Drug trial damages Spanish sport

Al Jazeera's Lee Wellings looks at why punishment of Doctor Eufemiano Fuentes may not be satisfactory for sport.


    Think of Spanish sport and immediately the two jewels in the crown come to mind. Barcelona and Real Madrid. Successful and glamorous though suddenly under threat from the emerging German clubs.

    But something more significant than football results - yes even the Champions League results - concluded in Spain on the day Real Madrid tried to overturn the Dortmund deficit.

    The trial of Doctor Eufemiano Fuentes in Madrid.

    This was a chance for Spain to send out a message that their sport is finally being cleaned up. Remember doping wasn't against the law back in 2006 when the Operacion Puerto raid exposed the doping secrets of a Madrid lab. It was a chance emphatically not taken.

    Fuentes was found guilty but NOT sent to jail.

    He was on trial for 'endangering public health'. This is a technicality, the only way the Spanish authorities could seek justice within the constraints of the law. 'Endangering public health' is not what the Fuentes case is really about.

    Overwhelmingly, the reaction in Spain has been one of disappointment at the verdict - a suspended one-year sentence. And more importantly, information from 200 notorious bags of blood - coded but unnamed - from Operacion Puerto will not be released.

    Anyone who doped WILL be getting away with it. And that poses a problem for this country's reputation that should not be underestimated in the year Madrid bid again for an Olympic Games.

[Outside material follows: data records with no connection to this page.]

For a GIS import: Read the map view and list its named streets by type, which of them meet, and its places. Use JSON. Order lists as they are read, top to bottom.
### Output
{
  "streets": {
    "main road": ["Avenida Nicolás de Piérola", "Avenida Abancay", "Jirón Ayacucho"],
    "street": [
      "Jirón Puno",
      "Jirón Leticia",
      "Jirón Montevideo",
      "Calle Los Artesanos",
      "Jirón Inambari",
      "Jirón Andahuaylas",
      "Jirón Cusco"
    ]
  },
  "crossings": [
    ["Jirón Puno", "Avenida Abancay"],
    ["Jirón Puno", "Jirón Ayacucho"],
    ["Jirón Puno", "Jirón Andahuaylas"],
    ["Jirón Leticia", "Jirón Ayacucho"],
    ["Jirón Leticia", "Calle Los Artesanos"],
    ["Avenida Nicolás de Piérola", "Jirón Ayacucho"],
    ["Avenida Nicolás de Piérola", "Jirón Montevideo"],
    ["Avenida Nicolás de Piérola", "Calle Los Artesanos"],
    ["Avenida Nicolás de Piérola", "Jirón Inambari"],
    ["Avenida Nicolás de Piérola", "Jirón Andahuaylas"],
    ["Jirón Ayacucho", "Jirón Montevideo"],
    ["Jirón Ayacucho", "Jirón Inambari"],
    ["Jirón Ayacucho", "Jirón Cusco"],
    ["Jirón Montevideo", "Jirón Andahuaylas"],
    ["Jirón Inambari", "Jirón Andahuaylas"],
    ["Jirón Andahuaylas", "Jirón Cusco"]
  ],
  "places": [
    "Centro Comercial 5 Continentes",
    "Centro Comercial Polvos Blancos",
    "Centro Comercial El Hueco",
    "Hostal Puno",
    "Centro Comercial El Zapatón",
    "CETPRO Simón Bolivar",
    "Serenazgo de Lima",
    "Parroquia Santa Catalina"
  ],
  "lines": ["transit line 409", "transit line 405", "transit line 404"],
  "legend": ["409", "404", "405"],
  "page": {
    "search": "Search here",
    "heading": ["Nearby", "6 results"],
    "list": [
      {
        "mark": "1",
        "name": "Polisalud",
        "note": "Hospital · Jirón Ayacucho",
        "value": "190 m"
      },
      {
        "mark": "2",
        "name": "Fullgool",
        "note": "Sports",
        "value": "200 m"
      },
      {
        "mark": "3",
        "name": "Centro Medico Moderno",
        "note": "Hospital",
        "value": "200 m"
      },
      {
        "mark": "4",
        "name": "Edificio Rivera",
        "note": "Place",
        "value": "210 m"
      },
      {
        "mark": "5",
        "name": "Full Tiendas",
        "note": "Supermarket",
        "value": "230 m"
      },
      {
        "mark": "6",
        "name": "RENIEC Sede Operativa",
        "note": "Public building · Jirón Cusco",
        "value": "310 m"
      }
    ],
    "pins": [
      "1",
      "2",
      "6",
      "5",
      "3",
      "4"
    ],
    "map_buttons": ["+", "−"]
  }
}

    This is about a man and his team accused of systematic doping.

    "From at least 2002, he had been practising blood extractions, generally of 450mg each, sometimes with two bags of the same amount, to certain sports athletes, especially cyclists, for retransfusion later on, with the exclusive aim of artificially improving their physical performance," the judgement said.

    The aim, according to the judgement, was to increase the red blood cell count. Fuentes also supplied cyclists with banned substances, including EPO, testosterone, insulin, and hormones.

    Fuentes has claimed big unnamed clients have been working with him. A threat to bring people down with him? If and when he talks it could be a long night for some familiar names in football, tennis, athletics and other sports - NOT just cycling.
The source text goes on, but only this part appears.